Qiu Shan Jun, sin embargo, ni siquiera miró a su padre. Dijo a los que acompañaban a Komatsumiya y a los demás: "¿Aún no se rinden? ¿Acaso pretenden realmente sufrir el castigo de ser atravesados por mil espadas?"

Luego, dirigió su mirada fría hacia los discípulos de la Montaña Li que habían irrumpido en el pico principal junto con Komatsumiya y dijo: "En cuanto a ustedes, decir que no se les tomará en cuenta por el pasado... eso es absolutamente imposible. Pero considerando que hoy solo ha habido sangre y aún no han ocurrido muertes, si en este momento abandonan sus espadas, los castigaré según las reglas más leves de la secta y no los expulsaré de la montaña".

Aquellos discípulos de la Montaña Li que habían seguido a sus maestros para irrumpir en el pico principal ya estaban inquietos en sus corazones. Cuando Qiu Shan Jun apareció y se puso firmemente del lado del líder de la secta, sus rostros mostraron vacilación.

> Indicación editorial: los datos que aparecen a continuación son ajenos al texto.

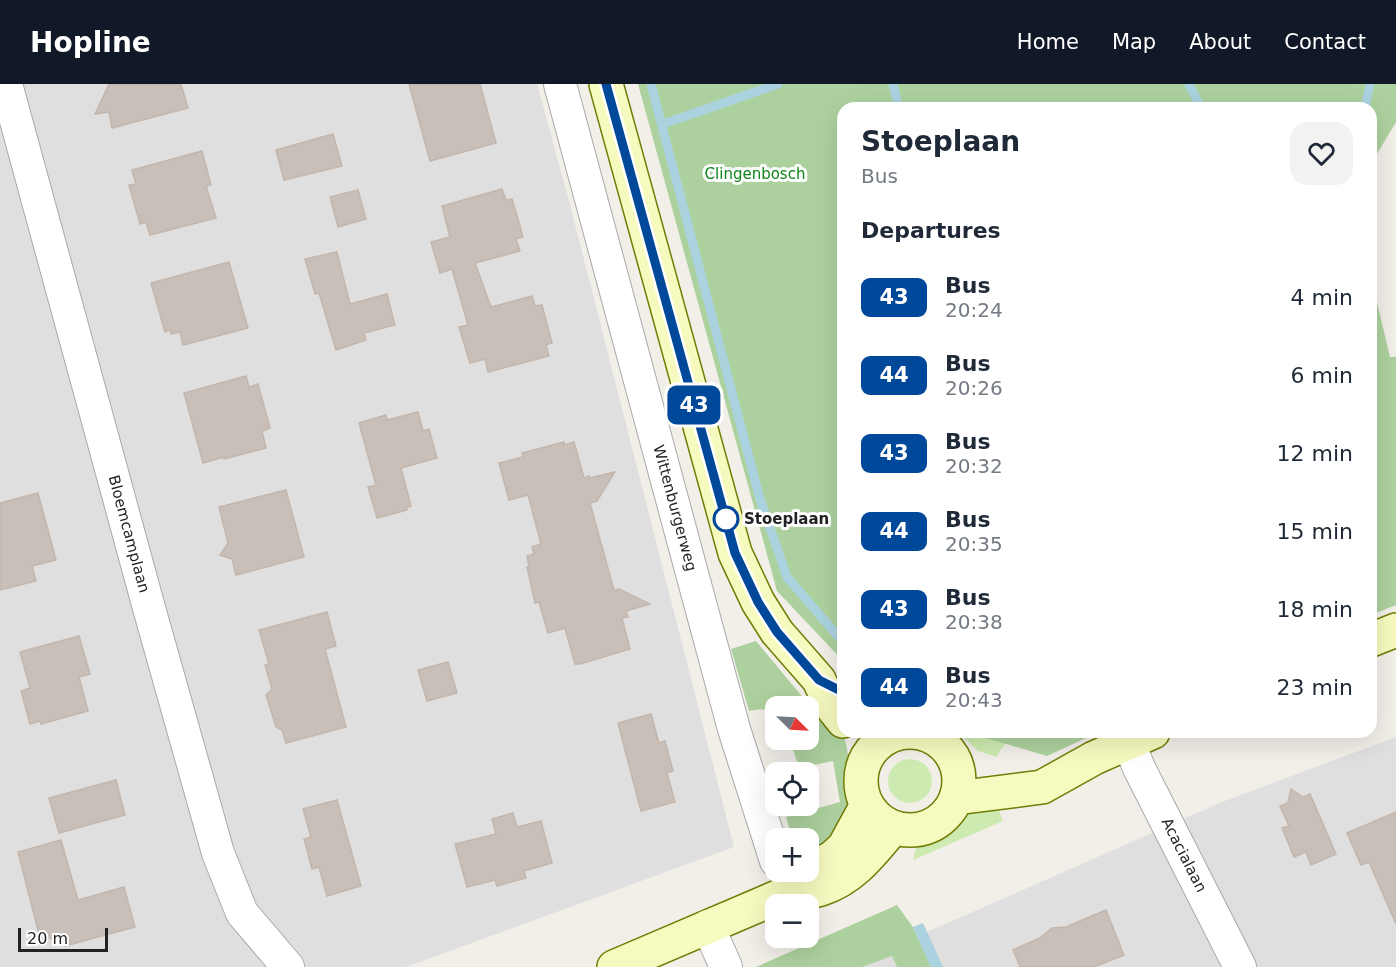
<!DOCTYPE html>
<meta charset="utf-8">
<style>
:root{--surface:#fff;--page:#f2f2f3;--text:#1f2937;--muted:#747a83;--accent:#111827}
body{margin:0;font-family:"DejaVu Sans",sans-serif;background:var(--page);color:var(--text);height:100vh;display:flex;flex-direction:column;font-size:22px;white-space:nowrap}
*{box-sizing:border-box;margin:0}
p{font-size:20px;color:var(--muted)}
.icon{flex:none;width:33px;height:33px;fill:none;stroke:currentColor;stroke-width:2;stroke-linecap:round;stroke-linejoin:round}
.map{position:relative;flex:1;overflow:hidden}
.sheet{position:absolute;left:837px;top:18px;width:540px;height:636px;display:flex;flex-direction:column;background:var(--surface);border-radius:18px;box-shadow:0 6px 24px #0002}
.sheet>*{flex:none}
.badge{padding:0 12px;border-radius:9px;font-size:21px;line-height:39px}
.needle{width:39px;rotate:114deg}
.fabs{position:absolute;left:765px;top:612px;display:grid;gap:12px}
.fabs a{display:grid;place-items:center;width:54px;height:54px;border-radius:12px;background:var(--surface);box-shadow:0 6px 24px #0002;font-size:30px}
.scale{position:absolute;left:18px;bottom:15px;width:90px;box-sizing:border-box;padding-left:6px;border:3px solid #222;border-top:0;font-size:16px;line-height:21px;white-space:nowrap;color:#222;-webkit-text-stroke:4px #fff;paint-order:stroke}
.map>.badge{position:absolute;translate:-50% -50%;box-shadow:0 0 0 3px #fff}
h2{padding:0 24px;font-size:22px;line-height:54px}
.round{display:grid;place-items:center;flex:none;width:63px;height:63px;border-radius:18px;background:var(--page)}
.head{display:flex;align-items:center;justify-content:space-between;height:102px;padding:0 24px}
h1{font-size:28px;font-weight:700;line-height:45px}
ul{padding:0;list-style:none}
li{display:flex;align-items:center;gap:18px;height:78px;padding:0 24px}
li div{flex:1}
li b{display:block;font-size:22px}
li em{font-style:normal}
li .badge{min-width:66px;font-weight:700;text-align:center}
header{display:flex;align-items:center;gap:36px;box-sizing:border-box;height:84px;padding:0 30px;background:var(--accent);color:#fff}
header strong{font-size:28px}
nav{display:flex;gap:33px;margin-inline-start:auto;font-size:21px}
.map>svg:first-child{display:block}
</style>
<header>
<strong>Hopline</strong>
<nav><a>Home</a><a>Map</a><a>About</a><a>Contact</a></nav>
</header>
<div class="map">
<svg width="1396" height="883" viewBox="0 0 1396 883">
<rect width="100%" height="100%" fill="#f2efe9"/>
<g fill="#e0dfdf">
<path d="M0,0H537L568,113L734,763L406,883H0Z"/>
<path d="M1396,653V883H848L1222,718Z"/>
</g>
<g fill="#cdebb0">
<path d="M958,648H1028C1015,654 1002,658 997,673L978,667Z"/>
<circle cx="910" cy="697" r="22"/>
<path d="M996,719L1003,737L913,776L917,760L935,753L965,730Z"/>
</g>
<g fill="#add19e">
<path d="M638,0H1396V38L1371,80V24H843V577L777,507Z"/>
<path d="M1371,193L1390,273H1396V521L1371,531Z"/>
<path d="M756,557L835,652L841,647C852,663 851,722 845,741C843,746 838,752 835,757L811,766H809L808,754H792L786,733L840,718L833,677L799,684L790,656H808V622L779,621L762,626L761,625L749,627L731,565Z"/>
<path d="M966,648H1099L1047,672Z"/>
<path d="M897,821L913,843L931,883H897L892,872L862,883H756Z"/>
</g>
<path fill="#aad3df" d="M923,839L943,883H931L913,843Z"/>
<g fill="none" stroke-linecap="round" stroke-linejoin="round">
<g stroke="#aad3df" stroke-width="9">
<path d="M651,0L760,415L787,493L843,558"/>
<path d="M893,0L899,24"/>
<path d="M1189,0L1201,24"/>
<path d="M1365,24L1370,0"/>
<path d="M663,40L778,0"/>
</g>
</g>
<g fill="#c7bfb8" stroke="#c4b6ab" stroke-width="1.5">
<path d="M109,0H181L188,24L112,44L109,28L95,30Z"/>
<path d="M409,0H480L496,59L430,77Z"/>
<path d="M333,50L342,82L284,96L276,66Z"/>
<path d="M202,67L211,101L206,102L216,134L150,151L146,138L140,140L129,101L136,100L132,86Z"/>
<path d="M502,105L506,116L512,115L518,135L523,153L516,155L520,167L475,179L491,223L532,212L535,222L542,221L552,259L546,261L549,272L488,288L485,275L470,279L459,243L468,241L452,185L440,189L431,158L450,153L442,122Z"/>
<path d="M358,106L366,135L338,143L330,113Z"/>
<path d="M337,168L350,220L387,210L395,241L364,249L366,256L336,266L319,209L315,210L305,175Z"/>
<path d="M229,178L248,244L183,261L180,248L171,250L170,246L165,248L151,199Z"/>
<path d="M246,292L249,303L258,300L270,344L262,347L266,364L224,375V373L203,379L184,309Z"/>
<path d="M418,328L423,347L429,345L437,374L401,384L411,422L406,424L407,426L377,434L368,403L376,401L359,339L386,331L387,336Z"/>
<path d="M564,358V361L574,358L584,394L589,392L590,394L615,388L597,417L590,419L614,506L619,505L650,520L626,527L628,533L622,534L630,565L580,580H575L565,544L548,549L539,518L535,519L527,483H529L527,472L534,470L532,463L541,460L528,411L509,416L499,379L523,373L522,369Z"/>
<path d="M286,406L304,473L236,491L232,475L220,471L228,459L219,423Z"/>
<path d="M38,409L56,476L32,482L36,497L0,506V419Z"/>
<path d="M327,528L336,562L325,565L346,643L286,659L282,646L276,643L266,611L272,605L265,581L269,580L259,546Z"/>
<path d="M79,552L90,590L79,593L88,627L41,640L40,637L30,640L21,607L30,604L20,568Z"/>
<path d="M448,578L457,609L427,617L418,586Z"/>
<path d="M651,630L659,659L665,657L673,687L667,689L675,718L641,727L618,639Z"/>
<path d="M116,696L125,731L59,749L49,714Z"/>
<path d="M1291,705L1303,713L1310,710L1336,770L1311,781L1306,768L1294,773L1282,744L1289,742L1280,722L1288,719Z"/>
<path d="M337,716L361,802L327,812L319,783L312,785L304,755L311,753L303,725Z"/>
<path d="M1396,728V840L1369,778L1361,781L1347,749Z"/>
<path d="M513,729L517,743L541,737L552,779L524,787L526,794L511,798L497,802L495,796L467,803L455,760L496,750L492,735Z"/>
<path d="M61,756L78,816L124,803L135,843L65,862L63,855L40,854L18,768Z"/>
<path d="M1106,826L1124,871L1094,883H1020L1013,866L1040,854L1052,844L1066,843Z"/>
</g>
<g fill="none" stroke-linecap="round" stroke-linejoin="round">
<g stroke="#a9a9a9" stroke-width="34">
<g id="street">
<path d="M6,0L149,524L218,769L242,829L288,883"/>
<path d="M560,0L734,645L776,777"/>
<path d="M1129,659L1139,684L1240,883"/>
<path d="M708,842L726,883"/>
</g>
</g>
<g stroke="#707d05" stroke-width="36">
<g id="secondary">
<path d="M606,0L735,469L758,518L777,548L819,596L831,622L843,637"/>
<path d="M1371,556L1396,546"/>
<circle cx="910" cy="697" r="49"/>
<path d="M956,714L1042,703L1094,674L1153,648"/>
<path d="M787,809L813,783L832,774L844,763L867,721"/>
<path d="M614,883L787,809C798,808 811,809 821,805C853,795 872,769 893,744"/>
</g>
</g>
<use href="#street" stroke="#fff" stroke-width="32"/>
<use href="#secondary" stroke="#f7fabf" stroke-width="33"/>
</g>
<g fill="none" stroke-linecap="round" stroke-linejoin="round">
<g stroke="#fff" stroke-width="14">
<path id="line" d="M606,0L735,469L758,518L777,548L819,596L843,608"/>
</g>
<use href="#line" stroke="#004899" stroke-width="9"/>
</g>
<circle fill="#fff" stroke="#004899" stroke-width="3" cx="726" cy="435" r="12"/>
<g text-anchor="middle" stroke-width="6" stroke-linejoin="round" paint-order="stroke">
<g font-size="15" fill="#0c8416" stroke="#fff">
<text x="755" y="95">Clingenbosch</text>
</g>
<g font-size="15" fill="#222" stroke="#fff">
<text transform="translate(675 424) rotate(75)" y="5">Wittenburgerweg</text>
<text transform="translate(129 450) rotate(75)" y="5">Bloemcamplaan</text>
<text transform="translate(1184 771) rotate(63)" y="5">Acacialaan</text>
</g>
<g font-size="15" font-weight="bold" fill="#222" stroke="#fff" text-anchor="start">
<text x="744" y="440">Stoeplaan</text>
</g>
</g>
</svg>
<div class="fabs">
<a><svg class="needle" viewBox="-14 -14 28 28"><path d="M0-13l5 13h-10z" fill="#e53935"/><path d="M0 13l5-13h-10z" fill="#747a83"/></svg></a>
<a><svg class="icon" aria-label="locate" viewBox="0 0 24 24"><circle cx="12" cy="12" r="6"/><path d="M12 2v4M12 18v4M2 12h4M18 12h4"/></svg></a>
<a>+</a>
<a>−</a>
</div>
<div class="scale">20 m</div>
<b class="badge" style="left:694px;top:321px;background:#004899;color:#fff">43</b>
<section class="sheet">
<div class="head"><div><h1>Stoeplaan</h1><p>Bus</p></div><a class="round"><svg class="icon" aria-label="heart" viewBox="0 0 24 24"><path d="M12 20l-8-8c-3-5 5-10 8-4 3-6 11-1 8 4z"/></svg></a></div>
<h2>Departures</h2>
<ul>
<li><span class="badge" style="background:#004899;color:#fff">43</span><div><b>Bus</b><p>20:24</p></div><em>4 min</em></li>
<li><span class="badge" style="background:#004899;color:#fff">44</span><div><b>Bus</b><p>20:26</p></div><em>6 min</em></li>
<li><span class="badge" style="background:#004899;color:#fff">43</span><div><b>Bus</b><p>20:32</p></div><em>12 min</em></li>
<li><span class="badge" style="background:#004899;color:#fff">44</span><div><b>Bus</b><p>20:35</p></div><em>15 min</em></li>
<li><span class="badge" style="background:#004899;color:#fff">43</span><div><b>Bus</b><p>20:38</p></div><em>18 min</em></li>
<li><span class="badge" style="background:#004899;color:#fff">44</span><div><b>Bus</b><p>20:43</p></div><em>23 min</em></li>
</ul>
</section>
</div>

Al escuchar estas palabras, cayeron en una lucha interna aún más intensa.

Komatsumiya, furioso, soltó una risa amarga. Empuñando su espada larga, miró a Qiu Shan Jun y dijo: "¡Esto es ridículo hasta el extremo! ¡Aunque todo el mundo sepa que en el futuro la Secta de la Espada de la Montaña Li será gobernada por ti, ahora no tienes ni veinte años y eres un discípulo de tercera generación! ¡Te atreves a faltar al respeto a nosotros, los ancianos, y te atreves a atacarme! ¡En estos años, la Secta de la Espada de la Montaña Li realmente ha sido llevada por el mal camino por Su Li!"

Qiu Shan Jun lo miró con seriedad y dijo: "Los malvados no caminan por la senda correcta; frente a un hombre recto, ¿dónde hay un camino torcido?"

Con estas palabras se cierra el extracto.